What Do Pump Operators, Except Wellhead Pumpers, Do?
Although many people don’t realize it, they are impacted by the quality of work performed by pump operators. These professionals are responsible for the care and maintenance of pumps that handle various materials, such as gases, slurries, liquids, and powders. As a pump operator, you’ll be expected to perform many tasks efficiently. These tasks might include tending to power-driven pumps or controlling manifold systems, in addition to other responsibilities. Job opportunities look good for pump operators. The current trend shows an estimated 11 percent increase in job availability. This means that over the next few years, there should be about a thousand new positions opening up.
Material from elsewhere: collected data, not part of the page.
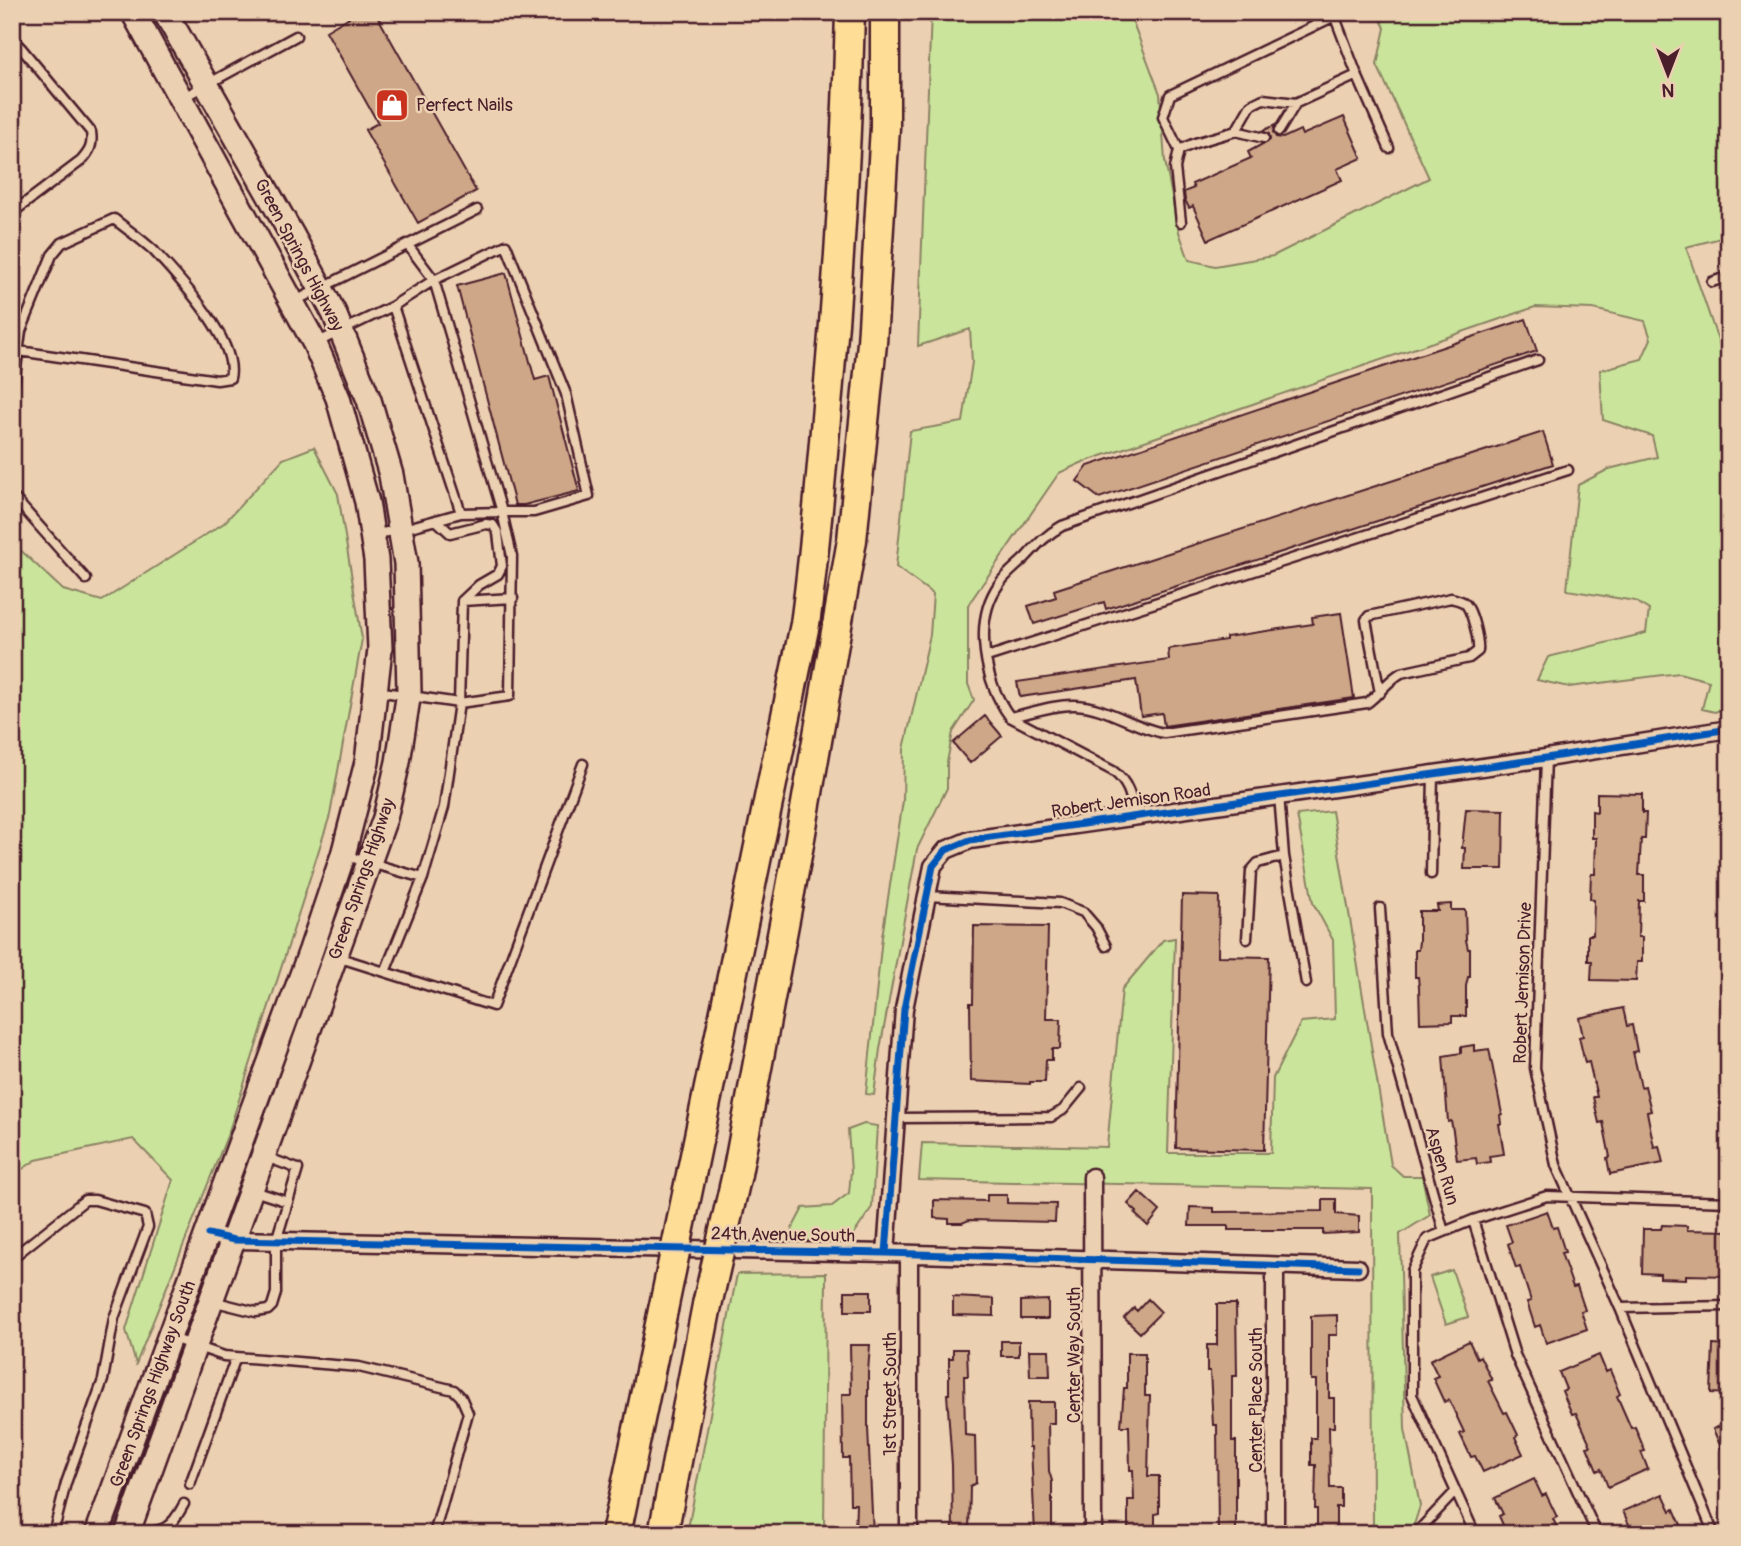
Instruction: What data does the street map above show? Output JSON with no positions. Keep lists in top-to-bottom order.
{
  "streets": {
    "main road": ["Green Springs Highway", "Green Springs Highway South"],
    "street": [
      "Robert Jemison Road",
      "24th Avenue South",
      "Center Way South",
      "1st Street South",
      "Center Place South"
    ],
    "lane": ["Robert Jemison Drive", "Aspen Run"]
  },
  "crossings": [
    ["Green Springs Highway", "24th Avenue South"],
    ["Green Springs Highway", "Green Springs Highway South"],
    ["Robert Jemison Road", "Robert Jemison Drive"],
    ["Robert Jemison Road", "24th Avenue South"],
    ["24th Avenue South", "Center Way South"],
    ["24th Avenue South", "Green Springs Highway South"],
    ["24th Avenue South", "1st Street South"],
    ["24th Avenue South", "Center Place South"]
  ],
  "places": {
    "shop": ["Perfect Nails"]
  },
  "north": "bottom"
}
Pump Operators, Except Wellhead Pumpers, Skills and Abilities
Professional pump operators spend a lot of time monitoring information from gauges, dials, and other displays, to ensure that machinery is working as it should. You can also expect to show that you have the ability to quickly and correctly notice patterns, or deviations from patters, of numbers, letters, and pictures. The ability to quickly assess and respond to problems is crucial to success in this job. Other skills and abilities that will help you in this job position include the ability to express yourself clearly, to understand work-related documents, to communicate through writing, and the ability to see details up close.
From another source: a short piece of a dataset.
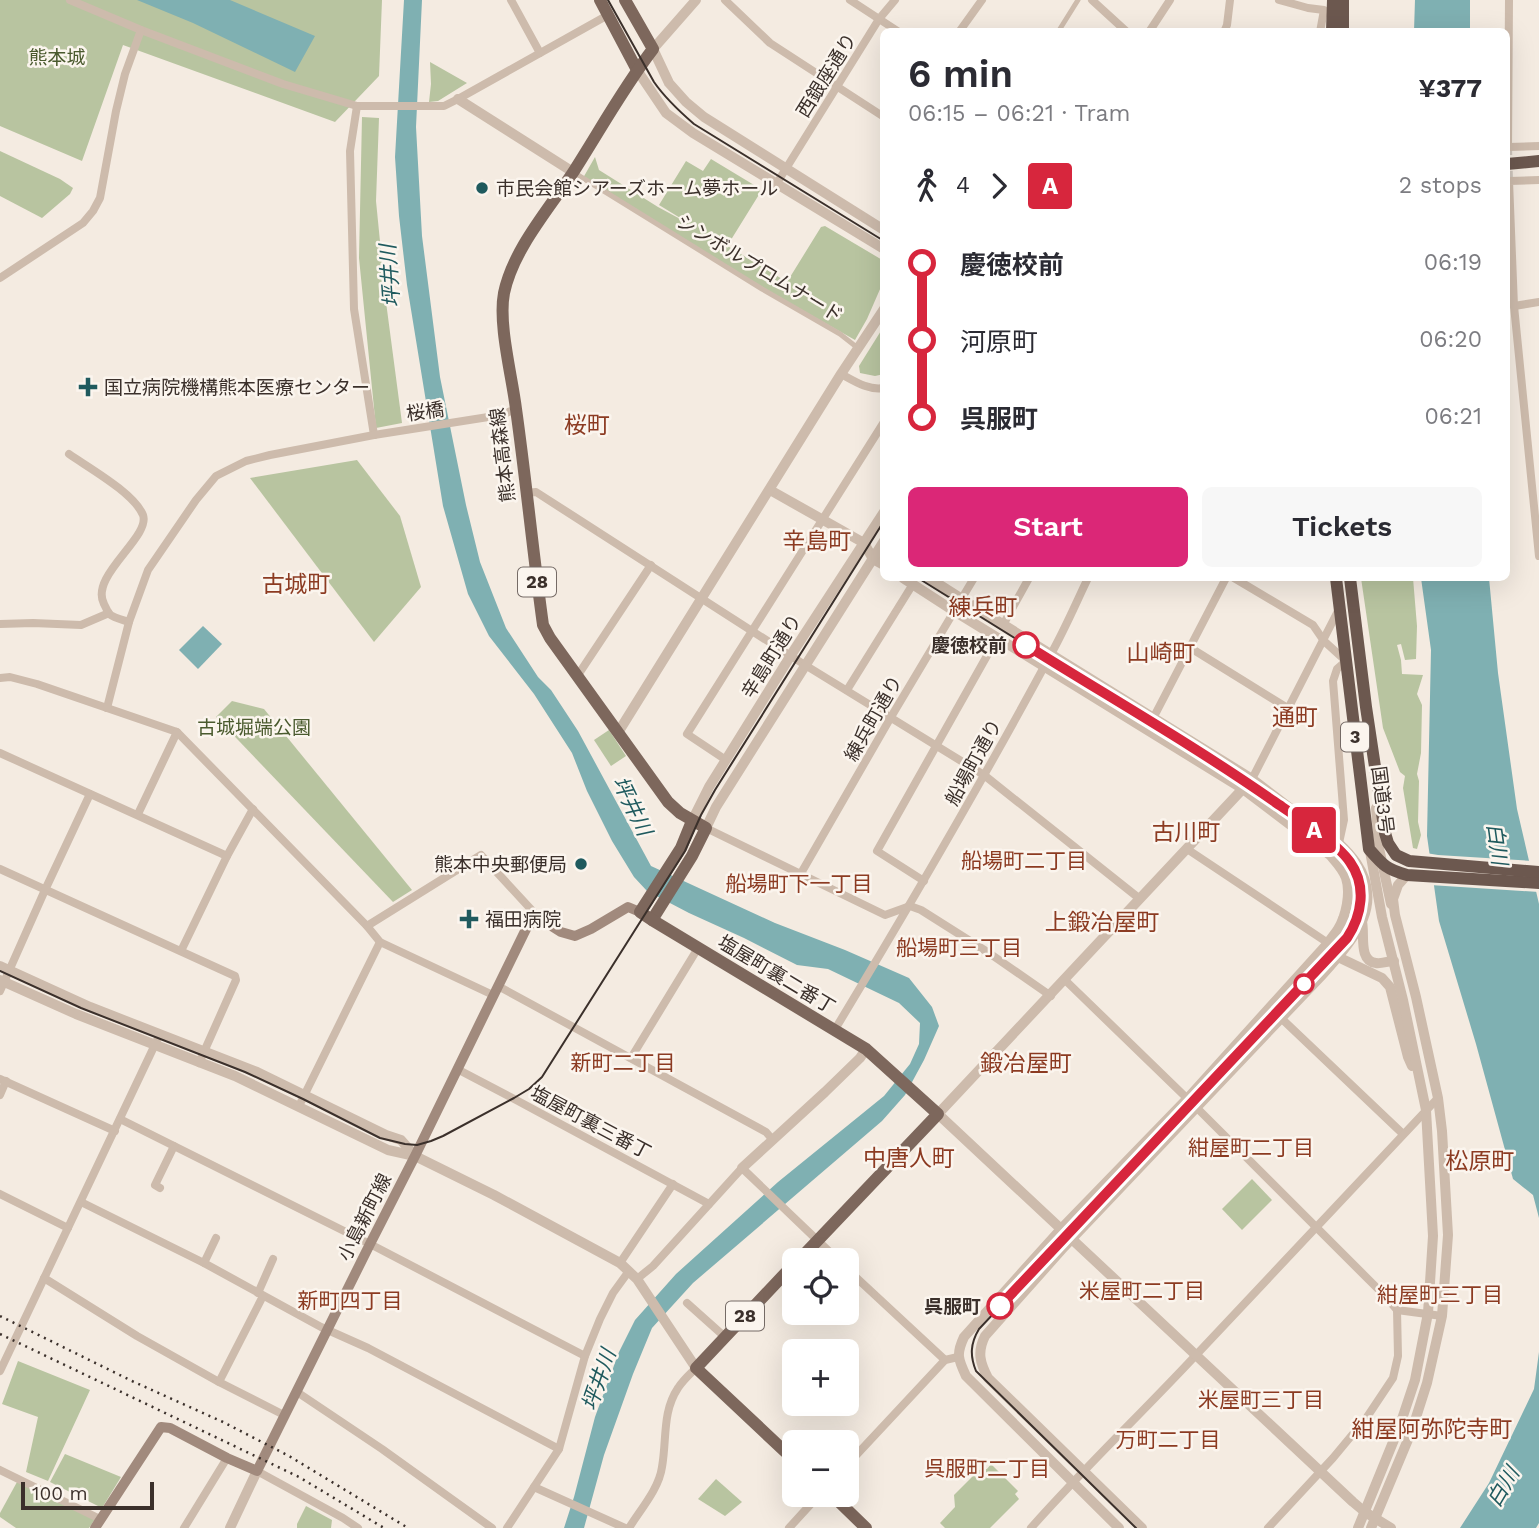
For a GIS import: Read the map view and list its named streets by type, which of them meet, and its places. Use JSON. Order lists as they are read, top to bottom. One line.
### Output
{"streets":{"highway":["3","国道3号"],"main road":["熊本高森線","28","塩屋町裏二番丁","小島新町線"],"street":["西銀座通り","シンボルプロムナード","桜橋","辛島町通り","練兵町通り","船場町通り","塩屋町裏三番丁"]},"crossings":[["シンボルプロムナード","熊本高森線"],["桜橋","熊本高森線"],["熊本高森線","辛島町通り"],["船場町通り","塩屋町裏二番丁"],["塩屋町裏三番丁","小島新町線"]],"districts":["桜町","辛島町","古城町","練兵町","山崎町","通町","古川町","船場町二丁目","船場町下一丁目","上鍛冶屋町","船場町三丁目","新町二丁目","鍛冶屋町","紺屋町二丁目","中唐人町","松原町","米屋町二丁目","紺屋町三丁目","新町四丁目","米屋町三丁目","紺屋阿弥陀寺町","万町二丁目","呉服町二丁目"],"water":["坪井川","白川"],"parks":["熊本城","古城堀端公園"],"places":{"other":["市民会館シアーズホーム夢ホール","慶徳校前","熊本中央郵便局","呉服町"],"health":["国立病院機構熊本医療センター","福田病院"]},"lines":["tram line A"],"scale_bar":"100 m","page":{"on_map":"A","heading":["6 min","06:15 – 06:21 · Tram","¥377"],"legs":["4","A","2 stops"],"list":[{"name":"慶徳校前","value":"06:19"},{"name":"河原町","value":"06:20"},{"name":"呉服町","value":"06:21"}],"buttons":["Start","Tickets"],"map_buttons":["+","−"],"scale":"100 m"}}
Pump Operators, Except Wellhead Pumpers, Duties
As a pump operator, you’ll be expected to work with a variety of people either directly or indirectly. You should also be prepared to record operating data that you gain from gauges, flowmeters, and other displays. You may find yourself tending to various types of equipment, cleaning, lubricating, and repairing parts as necessary. There may be times when you are pumping separate materials into one tank. Your duties might include monitoring areas as well as machinery. In some work places, you may be expected to load, transport, or haul materials, supplies, and equipment.
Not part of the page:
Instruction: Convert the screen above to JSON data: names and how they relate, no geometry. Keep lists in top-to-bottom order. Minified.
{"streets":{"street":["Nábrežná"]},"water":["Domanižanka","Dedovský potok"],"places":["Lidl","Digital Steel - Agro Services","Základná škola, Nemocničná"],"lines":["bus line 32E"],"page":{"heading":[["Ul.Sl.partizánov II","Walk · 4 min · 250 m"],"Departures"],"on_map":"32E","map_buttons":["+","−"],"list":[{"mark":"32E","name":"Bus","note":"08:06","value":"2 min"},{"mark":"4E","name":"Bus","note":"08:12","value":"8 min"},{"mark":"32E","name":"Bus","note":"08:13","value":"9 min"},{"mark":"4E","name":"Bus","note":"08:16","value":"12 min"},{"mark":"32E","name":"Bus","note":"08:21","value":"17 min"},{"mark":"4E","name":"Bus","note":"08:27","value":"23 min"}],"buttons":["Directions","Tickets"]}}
Pump Operators, Except Wellhead Pumpers, Tools and Technology
While many pump operators today will be familiar with technology such as data entry software, facilities management software and data acquisition software, you’ll also find that you rely on more hands-on tools as well, including:
- Adjustable wrenches
- Concreate boom and line pumps
- Portable and stationary generators
- Water meters and turbidity meters
- Portable and stationary water/fluid pumps
Education and Training for Pump Operators, Except Wellhead Pumpers
For entry into this position, you won’t be required to show a high school diploma, although most people in this position do have a high school degree (or its equivalent). You can expect to be trained on-site, so your willingness to learn from employers and managers will be a valuable asset. Some education that provides you with access to the type of software that you’ll use on the job might be valuable when you are hoping to get hired.
Pump Operators, Except Wellhead Pumpers, Salary
There is a pretty good range of pay for people who choose this position. The lowest 10% of pump operators can expect to make $12.22 an hour (or $25,400 a year) while those at the top make a comfortable $72,900 a year. The median pay for this position in the US is $43,500, with wages in some states naturally higher than in other states.
Pump Operators, Except Wellhead Pumpers, Jobs by Geography
The states with the largest numbers of pump operators include Texas, Pennsylvania, and Oklahoma. Other states are showing significant increase in the number of jobs available, however. These states include Maryland, Colorado, Montana, and Washington. Before heading into what seems like an easy position to grab, however, take time to check out the wages available in that state.